Il bambino e la bambina non si guardano: le loro intenzioni si svelano solo attraverso il movimento dei pezzi tra i quadrati bianchi e neri. Muovono poco le dita minute, per afferrare la testa di un pedone o spostare un alfiere,, poi sfiorano il pulsante del cronometro e riportano le mani accanto al corpo.
Il bambino è teso, si sporge sul tavolo verso il campo di battaglia: calcola a mente mosse e contromosse e si prende tempo prima di agire; la bambina sembra sprofondata in un mondo tranquillo di dita sottili e movimenti leggeri, quasi ritratta dal campo d’azione: la cinghia di una micro borsetta arrotolata sul polso dondola al ritmo delle caviglie. Muove veloce l’esercito, senza apparenti riflessioni.
I pezzi si accumulano ai due lati della scacchiera: a poco a poco quelli catturati al bambino diventano così numerosi che la bambina non riesce più a disporli con ordine e così rimangano ai bordi, nei ranghi rassegnati dei soldati sconfitti.
Poi rimane solo il re di lui nel centro del campo ma la partita è lontana dall’essere conclusa: inizia una lenta ed inesorabile caccia in tutti i poli cardinali. Accerchiato, il re resiste dignitoso, svicola, fugge, si ritira, avanza, osa, rincula. E’ inutile: la bambina solleva un dito sottile e sussurra al giudice di gara: “scacco”. Poi si adagia un poco sullo schienale della sedia. Ancora i due giocatori non si guardano, non riconoscono la reciproca presenza.
Il bambino è raggomitolato a palla e scoppia in un pianto che lo libera dalla tensione della lotta rivelando il dispiacere, mentre il padre lo abbraccia da dietro la sedia e tenta di consolarlo.

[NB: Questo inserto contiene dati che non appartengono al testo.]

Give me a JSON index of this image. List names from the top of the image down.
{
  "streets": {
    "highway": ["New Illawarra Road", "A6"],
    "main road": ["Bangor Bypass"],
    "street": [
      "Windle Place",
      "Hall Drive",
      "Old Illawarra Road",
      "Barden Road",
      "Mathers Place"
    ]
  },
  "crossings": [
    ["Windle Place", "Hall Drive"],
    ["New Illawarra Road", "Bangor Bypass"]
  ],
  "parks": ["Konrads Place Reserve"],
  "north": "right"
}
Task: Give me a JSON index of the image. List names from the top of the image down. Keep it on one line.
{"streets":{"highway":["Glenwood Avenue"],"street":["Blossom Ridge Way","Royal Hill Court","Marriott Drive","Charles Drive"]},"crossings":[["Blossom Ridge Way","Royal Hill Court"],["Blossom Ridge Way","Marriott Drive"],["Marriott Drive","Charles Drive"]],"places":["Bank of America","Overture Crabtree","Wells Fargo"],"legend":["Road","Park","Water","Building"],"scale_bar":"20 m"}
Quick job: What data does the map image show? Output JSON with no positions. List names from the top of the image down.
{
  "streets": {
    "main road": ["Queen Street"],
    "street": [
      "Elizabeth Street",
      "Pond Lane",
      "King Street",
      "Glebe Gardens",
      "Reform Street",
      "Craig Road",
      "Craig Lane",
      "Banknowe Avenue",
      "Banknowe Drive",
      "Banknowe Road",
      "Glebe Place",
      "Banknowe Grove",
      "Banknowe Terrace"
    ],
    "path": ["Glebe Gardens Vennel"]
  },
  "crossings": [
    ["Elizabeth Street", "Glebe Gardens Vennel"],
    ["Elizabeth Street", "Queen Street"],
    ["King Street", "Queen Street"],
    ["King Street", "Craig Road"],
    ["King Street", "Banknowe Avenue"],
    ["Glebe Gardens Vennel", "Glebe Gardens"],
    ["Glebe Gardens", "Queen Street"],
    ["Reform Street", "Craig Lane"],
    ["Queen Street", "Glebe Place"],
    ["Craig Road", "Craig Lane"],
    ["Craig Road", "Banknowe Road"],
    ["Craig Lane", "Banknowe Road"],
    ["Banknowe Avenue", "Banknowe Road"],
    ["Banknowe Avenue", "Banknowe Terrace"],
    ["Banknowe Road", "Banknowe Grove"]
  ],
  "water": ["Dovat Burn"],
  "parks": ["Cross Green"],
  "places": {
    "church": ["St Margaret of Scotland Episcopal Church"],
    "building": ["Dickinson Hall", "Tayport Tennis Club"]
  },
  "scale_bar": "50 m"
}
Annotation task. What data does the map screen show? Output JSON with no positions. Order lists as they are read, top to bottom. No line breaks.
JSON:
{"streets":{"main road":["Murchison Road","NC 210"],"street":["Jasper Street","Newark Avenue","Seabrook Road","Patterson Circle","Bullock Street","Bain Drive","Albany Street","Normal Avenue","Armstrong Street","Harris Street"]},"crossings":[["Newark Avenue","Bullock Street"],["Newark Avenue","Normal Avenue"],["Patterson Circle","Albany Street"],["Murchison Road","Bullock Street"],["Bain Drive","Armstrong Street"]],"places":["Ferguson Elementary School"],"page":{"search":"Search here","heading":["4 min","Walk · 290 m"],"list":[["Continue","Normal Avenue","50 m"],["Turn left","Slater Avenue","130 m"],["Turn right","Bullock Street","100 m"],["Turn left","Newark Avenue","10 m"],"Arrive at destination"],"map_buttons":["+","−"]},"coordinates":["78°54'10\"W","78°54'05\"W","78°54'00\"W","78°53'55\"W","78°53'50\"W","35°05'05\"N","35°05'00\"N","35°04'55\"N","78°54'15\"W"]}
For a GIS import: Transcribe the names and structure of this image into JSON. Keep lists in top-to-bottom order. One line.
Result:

La vincitrice rimane seduta, composta, con l’espressione stranita di chi rientra da terre di immaginazione lontane, senza traccia di sorriso sul volto: solo gli orecchini oscillano piano pendendo dai lobi minuti, mentre alza il nasino a punta ed inizia a mettere a fuoco il mondo che la circonda.
Como, 12 maggio 2012. Broletto, torneo di scacchi giovanile agli occhi di chi di scacchi non sa proprio nulla ma si è fermata ad osservare un “esercizio di pensiero”.